Die Einwohner von Luserna stammen von Deutschen ab, welche wahrscheinlich im dreizehnten Jahrhundert im Trentino und im angrenzenden Gebiete von Verona angesiedelt wurden. Sie rühmen sich nicht, wie die Bewohner der oben erwähnten sieben und dreizehn Gemeinden, daß sie Nachkommen der Cimbern seien, sondern sie leiten ihre Abstammung von einem aus Lavarone gebürtigen Bauern, Namens Nicolaus, ab, der hier oben das erste Haus gebaut habe. Merkwürdiger Weise haben auch fast alle Luserner den Familiennamen Nicolussi, dem man der Unterscheidung halber noch einen zweiten hinzufügt. Ihr Dialekt weicht von dem sogenannten cimbrischen ab, mehr noch von dem, welcher in Deutsch-Tirol gesprochen wird, und gewisse Anzeichen lassen auf eine Verwandtschaft mit dem schwäbischen Dialekt schließen. Am meisten fiel mir eine Anzahl von alten Wörtern auf, die aus dem Neuhochdeutschen und zum Theil selbst aus der conservativeren Volkssprache verschwunden sind, wie zum Beispiel: achel, Tannennadel; kutta, Schwarm (kutta van pain, Bienenschwarm); strel, Kamm; frischum, Widder; ort, Grenze; sof, Fett; hülbe, Pfütze; köden, sagen; mechlen, heirathen; prüste, schwach; lenz, faul, und viele andere. Selbstverständlich ist im Laufe der Jahrhunderte eine Anzahl italienischer Wörter in die Sprache eingeschmuggelt worden, aber der Luserner hat sie sich mundgerecht gemacht. Namentlich Körperteile (korb, Leib; petto, Brust etc.) und Geräthe tragen jetzt wälsche Bezeichnungen.

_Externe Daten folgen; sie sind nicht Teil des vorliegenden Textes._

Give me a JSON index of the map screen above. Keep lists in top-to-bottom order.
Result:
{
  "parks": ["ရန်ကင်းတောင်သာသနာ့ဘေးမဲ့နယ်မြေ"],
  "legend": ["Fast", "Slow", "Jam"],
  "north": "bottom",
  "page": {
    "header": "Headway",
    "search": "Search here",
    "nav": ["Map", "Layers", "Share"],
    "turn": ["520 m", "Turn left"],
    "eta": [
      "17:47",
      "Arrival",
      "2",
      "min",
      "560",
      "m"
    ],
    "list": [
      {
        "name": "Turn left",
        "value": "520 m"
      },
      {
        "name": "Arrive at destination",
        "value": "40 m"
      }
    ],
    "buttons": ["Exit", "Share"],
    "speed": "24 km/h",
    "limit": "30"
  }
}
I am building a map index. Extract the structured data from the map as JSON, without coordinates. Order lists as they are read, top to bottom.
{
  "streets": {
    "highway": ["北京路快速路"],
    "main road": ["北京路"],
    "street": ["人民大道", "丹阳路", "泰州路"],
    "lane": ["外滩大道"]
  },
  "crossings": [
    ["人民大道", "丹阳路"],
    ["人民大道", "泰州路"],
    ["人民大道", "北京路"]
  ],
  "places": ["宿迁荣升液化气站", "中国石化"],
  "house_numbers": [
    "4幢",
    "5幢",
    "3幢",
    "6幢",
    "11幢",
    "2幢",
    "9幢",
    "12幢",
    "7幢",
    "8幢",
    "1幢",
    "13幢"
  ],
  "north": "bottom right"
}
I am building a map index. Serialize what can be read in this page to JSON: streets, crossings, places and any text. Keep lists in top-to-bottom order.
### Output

Der Luserner ißt von seiner platte; er räumt die Asche aus dem Ofen mit einer palett und raucht aus einer pipa; statt rauchen sagt er piparn, aber er conjugirt weiter: du piparest, ar piparet, wiar piparen u. s. f. Er zählt nicht, sondern er zontaret; er denkt nicht, sondern er pensaret, und wenn der Bursch nach langer Trennung seine Auserwählte wiedersieht, so fragt er sie: „Amarest du mi no?“ Auch Zusammensetzungen aus beiden Sprachen kommen vor, zum Beispiel gebetliber (Gebetbuch), miserjung (miserabler Junge) und mehrere andere. Dem Einflusse der italienischen Nachbarschaft sind schließlich gewisse Redewendungen und Eigenthümlichkeiten des Satzbaues zuzuschreiben, so wie der Umstand, daß der luserner Sprache der Genitiv mangelt; er wird wie in den romanischen Sprachen durch die Präposition „von“ gebildet.

Rechnet man zu diesen hier nur kurz angedeuteten Eigenthümlichkeiten des Dialektes noch der Luserner Vorliebe für tiefe Vocale, das oa, und ua, das a, welches in den Endungen das stumme e, des Hochdeutschen häufig vertritt, ferner die meist hart ausgesprochenen Consonanten und einen das n in der Endung oft vertretenden Nasenlaut, so wird man es begreiflich finden, daß die Sprache der Luserner wie eine völlig fremde an mein Ohr schlug und daß ich mich jedesmal freute, wenn aus dem Sprachchaos ein Wort herausklang, welches mich daran mahnte, daß ich unter Deutschen sei. So zum Beispiel bezeichnete man meinen Führer, der sich nicht getraute allein nach Lavarone zurückzukehren, als „hasenfuasz“, und das kleine, etwas eigensinnige Töchterchen des Gastwirthes wurde ebenso zur Ruhe gebracht, wie ich vor dreißig Jahren von meiner Wärterin, nämlich mit der Drohung: „Asz kümt dar Wau!“

Ueberhaupt fand ich unter den mir mitgetheilten auf Aberglauben beruhenden Gebräuchen und Sagen so Manches, was mich an meine Landsleute im Norden erinnerte. Den Mondphasen (beiläufig bemerkt haben auch die Luserner ihren Mann im Monde) werden dieselben Einwirkungen auf das Wachsthum der Haare, Nägel etc. zugeschrieben, wie bei uns. Zur Vertreibung der Warzen wendet man die bekannten sympathetischen Mittel an, als Abzählen, Messen u. dgl. Die Schwalbe bringt dem Hause, an dem sie nistet, Glück, wie das vierblättrige Kleeblatt Dem, der es findet. Der Hase, welcher dem Wanderer über den Weg läuft, bedeutet nichts Gutes, und das Käuzchen gilt auch in Luserna als Todesverkünder. Verliert bei mir daheim das Kind einen Milchzahn, so wirft es denselben in ein Mausloch und spricht dazu: „Mäusle, Mäusle, da hast du ein beinernes Zähnle. Gieb mir dafür ein eisernes!“ Dasselbe geschieht auch

* Polenta und frischer Käse.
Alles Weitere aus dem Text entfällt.